YOUR TASK: Where does the string "lists" occur in the entries below? Copy every line where it does.

__________________________________________________

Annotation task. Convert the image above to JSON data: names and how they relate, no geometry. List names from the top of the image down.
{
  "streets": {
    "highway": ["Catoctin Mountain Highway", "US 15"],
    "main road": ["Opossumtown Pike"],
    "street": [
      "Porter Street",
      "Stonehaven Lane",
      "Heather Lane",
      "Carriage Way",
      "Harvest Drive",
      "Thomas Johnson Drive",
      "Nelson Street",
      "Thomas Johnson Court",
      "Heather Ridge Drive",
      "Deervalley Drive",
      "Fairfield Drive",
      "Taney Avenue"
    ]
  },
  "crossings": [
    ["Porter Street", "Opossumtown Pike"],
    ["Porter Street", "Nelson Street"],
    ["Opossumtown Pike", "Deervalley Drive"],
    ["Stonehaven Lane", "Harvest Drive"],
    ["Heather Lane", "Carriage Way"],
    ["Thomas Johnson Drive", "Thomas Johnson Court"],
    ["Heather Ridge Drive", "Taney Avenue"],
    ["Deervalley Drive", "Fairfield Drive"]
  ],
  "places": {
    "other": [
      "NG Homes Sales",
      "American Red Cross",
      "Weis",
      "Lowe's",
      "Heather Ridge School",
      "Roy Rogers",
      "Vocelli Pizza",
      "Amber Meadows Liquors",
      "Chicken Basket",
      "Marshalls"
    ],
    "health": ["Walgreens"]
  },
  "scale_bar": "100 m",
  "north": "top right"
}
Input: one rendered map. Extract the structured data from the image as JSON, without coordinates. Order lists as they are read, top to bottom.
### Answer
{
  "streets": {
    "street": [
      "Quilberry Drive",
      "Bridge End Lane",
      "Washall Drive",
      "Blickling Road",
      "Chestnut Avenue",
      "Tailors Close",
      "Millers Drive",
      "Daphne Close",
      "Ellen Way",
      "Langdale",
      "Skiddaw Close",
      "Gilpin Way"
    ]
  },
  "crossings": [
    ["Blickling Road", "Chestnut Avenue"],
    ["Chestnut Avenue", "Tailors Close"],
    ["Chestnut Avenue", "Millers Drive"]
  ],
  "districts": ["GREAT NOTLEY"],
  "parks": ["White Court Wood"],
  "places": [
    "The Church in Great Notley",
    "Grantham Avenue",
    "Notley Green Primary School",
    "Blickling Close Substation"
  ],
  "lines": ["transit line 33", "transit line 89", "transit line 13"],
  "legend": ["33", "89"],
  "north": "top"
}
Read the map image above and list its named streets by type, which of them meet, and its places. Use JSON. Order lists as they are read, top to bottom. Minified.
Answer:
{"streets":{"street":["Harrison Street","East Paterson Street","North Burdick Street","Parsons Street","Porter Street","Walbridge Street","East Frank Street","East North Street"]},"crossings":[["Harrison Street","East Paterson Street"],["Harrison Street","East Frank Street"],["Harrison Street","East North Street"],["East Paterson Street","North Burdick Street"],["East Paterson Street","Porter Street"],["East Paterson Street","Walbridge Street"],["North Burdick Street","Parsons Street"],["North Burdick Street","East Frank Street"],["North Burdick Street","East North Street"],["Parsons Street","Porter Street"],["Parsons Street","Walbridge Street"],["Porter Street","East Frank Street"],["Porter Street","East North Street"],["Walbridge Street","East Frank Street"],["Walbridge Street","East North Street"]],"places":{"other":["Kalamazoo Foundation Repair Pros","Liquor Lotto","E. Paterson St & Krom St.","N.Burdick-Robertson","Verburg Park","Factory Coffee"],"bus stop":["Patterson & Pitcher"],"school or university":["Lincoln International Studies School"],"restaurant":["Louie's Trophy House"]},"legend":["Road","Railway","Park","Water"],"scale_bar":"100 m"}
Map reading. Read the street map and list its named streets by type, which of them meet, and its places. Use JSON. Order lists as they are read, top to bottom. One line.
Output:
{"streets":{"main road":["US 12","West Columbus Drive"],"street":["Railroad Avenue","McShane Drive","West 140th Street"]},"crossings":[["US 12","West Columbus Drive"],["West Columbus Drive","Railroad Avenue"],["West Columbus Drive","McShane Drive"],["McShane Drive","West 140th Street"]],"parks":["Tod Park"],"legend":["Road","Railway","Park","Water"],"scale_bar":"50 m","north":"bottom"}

__________________________________________________

YOUR RESPONSE:
Input: one rendered map. Extract the structured data from the image as JSON, without coordinates. Order lists as they are read, top to bottom.
Read the map image above and list its named streets by type, which of them meet, and its places. Use JSON. Order lists as they are read, top to bottom. Minified.
Map reading. Read the street map and list its named streets by type, which of them meet, and its places. Use JSON. Order lists as they are read, top to bottom. One line.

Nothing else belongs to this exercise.